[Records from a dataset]
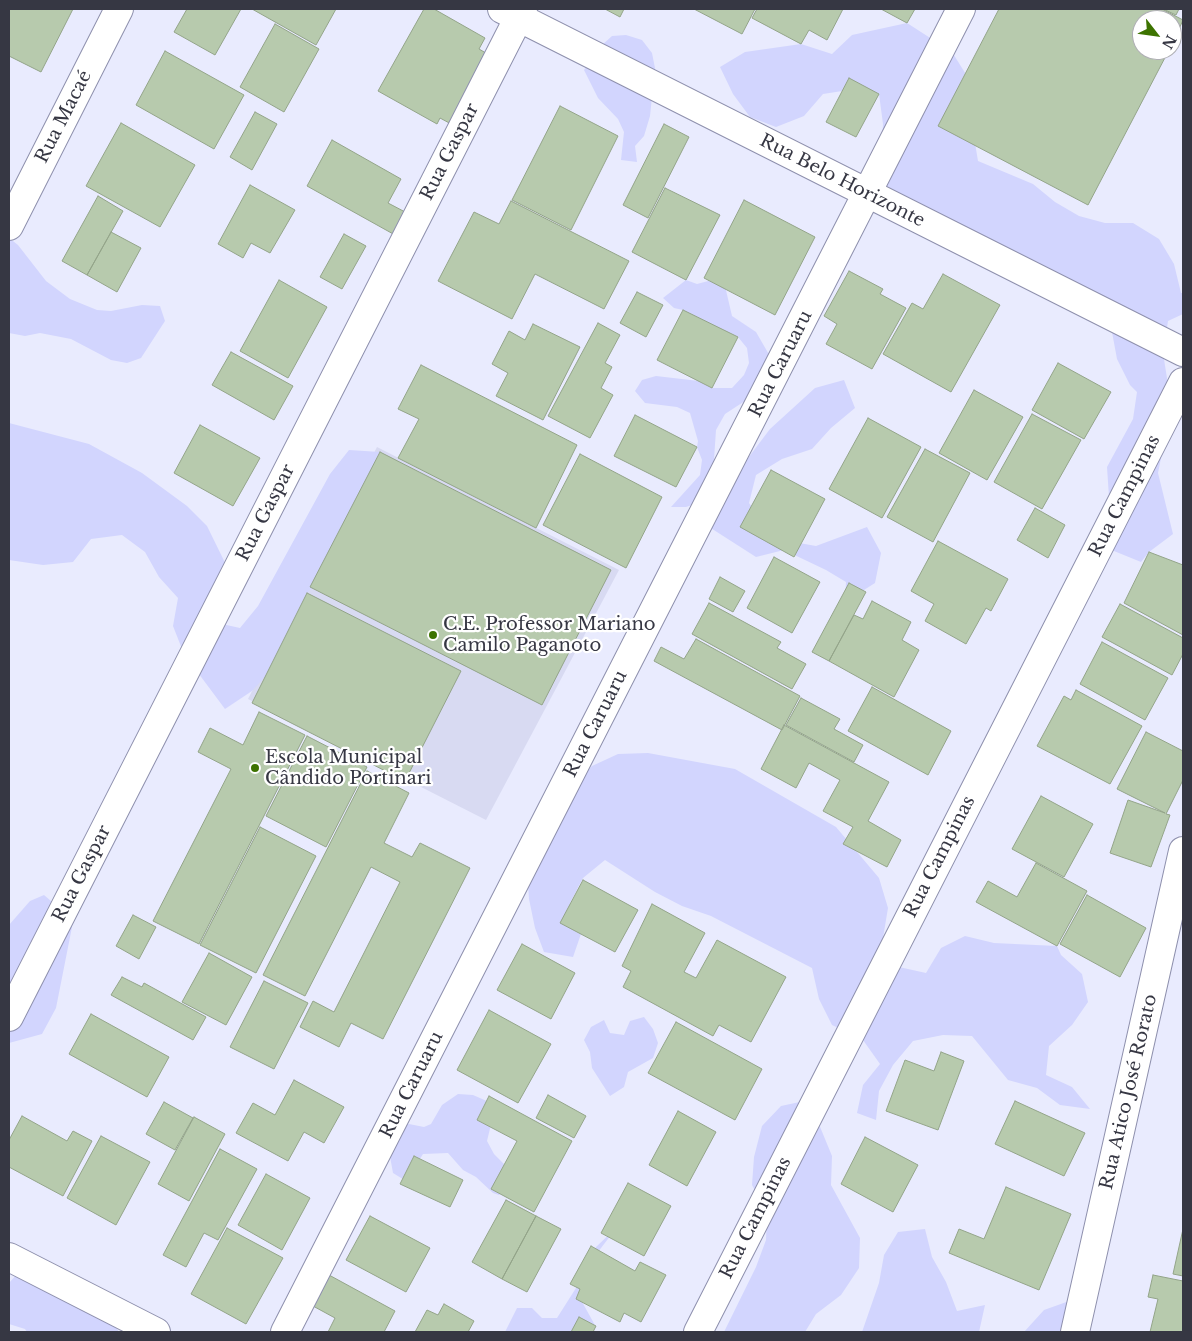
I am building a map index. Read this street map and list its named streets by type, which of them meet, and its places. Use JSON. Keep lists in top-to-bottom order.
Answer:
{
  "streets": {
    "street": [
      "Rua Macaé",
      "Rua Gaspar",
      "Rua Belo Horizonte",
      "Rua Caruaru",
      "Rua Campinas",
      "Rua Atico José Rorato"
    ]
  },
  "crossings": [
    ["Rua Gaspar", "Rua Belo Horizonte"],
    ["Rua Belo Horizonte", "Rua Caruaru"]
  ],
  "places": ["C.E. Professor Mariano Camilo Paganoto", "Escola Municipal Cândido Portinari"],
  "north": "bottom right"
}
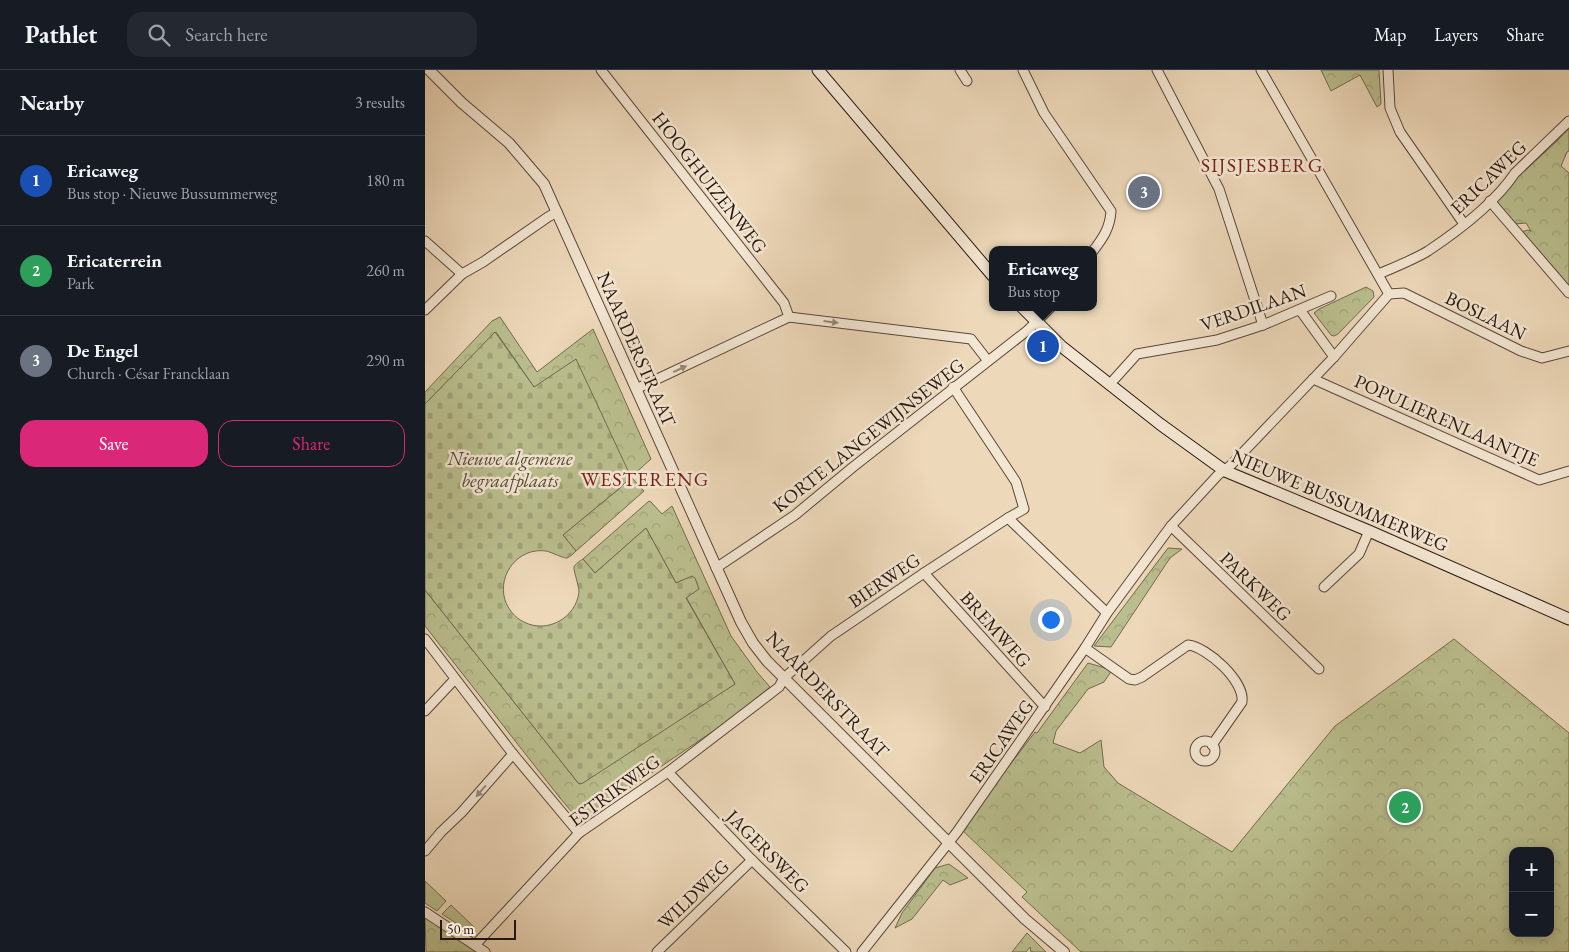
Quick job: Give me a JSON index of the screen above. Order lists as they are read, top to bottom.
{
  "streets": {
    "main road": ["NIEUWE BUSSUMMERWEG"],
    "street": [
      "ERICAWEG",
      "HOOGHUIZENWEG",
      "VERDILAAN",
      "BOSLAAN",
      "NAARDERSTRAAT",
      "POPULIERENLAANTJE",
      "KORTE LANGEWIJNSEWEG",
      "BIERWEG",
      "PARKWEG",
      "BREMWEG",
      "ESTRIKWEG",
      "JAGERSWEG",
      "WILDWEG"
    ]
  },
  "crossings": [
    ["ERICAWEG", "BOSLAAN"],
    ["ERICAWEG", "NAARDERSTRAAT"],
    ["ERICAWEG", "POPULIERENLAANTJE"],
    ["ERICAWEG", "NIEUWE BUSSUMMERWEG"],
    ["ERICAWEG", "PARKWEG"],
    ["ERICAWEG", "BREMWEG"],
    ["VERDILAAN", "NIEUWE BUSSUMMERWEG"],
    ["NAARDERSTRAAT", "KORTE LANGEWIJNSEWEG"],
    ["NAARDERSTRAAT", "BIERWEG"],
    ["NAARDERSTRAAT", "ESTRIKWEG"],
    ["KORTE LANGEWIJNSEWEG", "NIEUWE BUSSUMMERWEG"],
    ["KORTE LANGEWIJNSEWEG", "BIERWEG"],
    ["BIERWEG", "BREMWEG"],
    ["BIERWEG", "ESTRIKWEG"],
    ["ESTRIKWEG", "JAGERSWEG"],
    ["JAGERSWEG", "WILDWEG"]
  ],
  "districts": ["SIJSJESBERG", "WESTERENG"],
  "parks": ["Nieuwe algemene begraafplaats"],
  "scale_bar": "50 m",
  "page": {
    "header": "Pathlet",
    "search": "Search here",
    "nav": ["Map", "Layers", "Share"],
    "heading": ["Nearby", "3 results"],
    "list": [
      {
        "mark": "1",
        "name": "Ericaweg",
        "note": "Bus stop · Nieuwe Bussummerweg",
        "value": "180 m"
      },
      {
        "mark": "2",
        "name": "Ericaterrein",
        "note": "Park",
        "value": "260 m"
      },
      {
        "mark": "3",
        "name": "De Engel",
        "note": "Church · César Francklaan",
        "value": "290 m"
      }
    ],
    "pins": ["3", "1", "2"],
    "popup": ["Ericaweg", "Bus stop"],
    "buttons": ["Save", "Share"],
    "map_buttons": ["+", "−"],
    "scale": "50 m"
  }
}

◆ TASK DESCRIPTION
Images are to be left out when the records above are written out again exactly.

◆ RESULT FOR THIS EXERCISE
I am building a map index. Read this street map and list its named streets by type, which of them meet, and its places. Use JSON. Keep lists in top-to-bottom order.
Answer:
{
  "streets": {
    "street": [
      "Rua Macaé",
      "Rua Gaspar",
      "Rua Belo Horizonte",
      "Rua Caruaru",
      "Rua Campinas",
      "Rua Atico José Rorato"
    ]
  },
  "crossings": [
    ["Rua Gaspar", "Rua Belo Horizonte"],
    ["Rua Belo Horizonte", "Rua Caruaru"]
  ],
  "places": ["C.E. Professor Mariano Camilo Paganoto", "Escola Municipal Cândido Portinari"],
  "north": "bottom right"
}
Quick job: Give me a JSON index of the screen above. Order lists as they are read, top to bottom.
{
  "streets": {
    "main road": ["NIEUWE BUSSUMMERWEG"],
    "street": [
      "ERICAWEG",
      "HOOGHUIZENWEG",
      "VERDILAAN",
      "BOSLAAN",
      "NAARDERSTRAAT",
      "POPULIERENLAANTJE",
      "KORTE LANGEWIJNSEWEG",
      "BIERWEG",
      "PARKWEG",
      "BREMWEG",
      "ESTRIKWEG",
      "JAGERSWEG",
      "WILDWEG"
    ]
  },
  "crossings": [
    ["ERICAWEG", "BOSLAAN"],
    ["ERICAWEG", "NAARDERSTRAAT"],
    ["ERICAWEG", "POPULIERENLAANTJE"],
    ["ERICAWEG", "NIEUWE BUSSUMMERWEG"],
    ["ERICAWEG", "PARKWEG"],
    ["ERICAWEG", "BREMWEG"],
    ["VERDILAAN", "NIEUWE BUSSUMMERWEG"],
    ["NAARDERSTRAAT", "KORTE LANGEWIJNSEWEG"],
    ["NAARDERSTRAAT", "BIERWEG"],
    ["NAARDERSTRAAT", "ESTRIKWEG"],
    ["KORTE LANGEWIJNSEWEG", "NIEUWE BUSSUMMERWEG"],
    ["KORTE LANGEWIJNSEWEG", "BIERWEG"],
    ["BIERWEG", "BREMWEG"],
    ["BIERWEG", "ESTRIKWEG"],
    ["ESTRIKWEG", "JAGERSWEG"],
    ["JAGERSWEG", "WILDWEG"]
  ],
  "districts": ["SIJSJESBERG", "WESTERENG"],
  "parks": ["Nieuwe algemene begraafplaats"],
  "scale_bar": "50 m",
  "page": {
    "header": "Pathlet",
    "search": "Search here",
    "nav": ["Map", "Layers", "Share"],
    "heading": ["Nearby", "3 results"],
    "list": [
      {
        "mark": "1",
        "name": "Ericaweg",
        "note": "Bus stop · Nieuwe Bussummerweg",
        "value": "180 m"
      },
      {
        "mark": "2",
        "name": "Ericaterrein",
        "note": "Park",
        "value": "260 m"
      },
      {
        "mark": "3",
        "name": "De Engel",
        "note": "Church · César Francklaan",
        "value": "290 m"
      }
    ],
    "pins": ["3", "1", "2"],
    "popup": ["Ericaweg", "Bus stop"],
    "buttons": ["Save", "Share"],
    "map_buttons": ["+", "−"],
    "scale": "50 m"
  }
}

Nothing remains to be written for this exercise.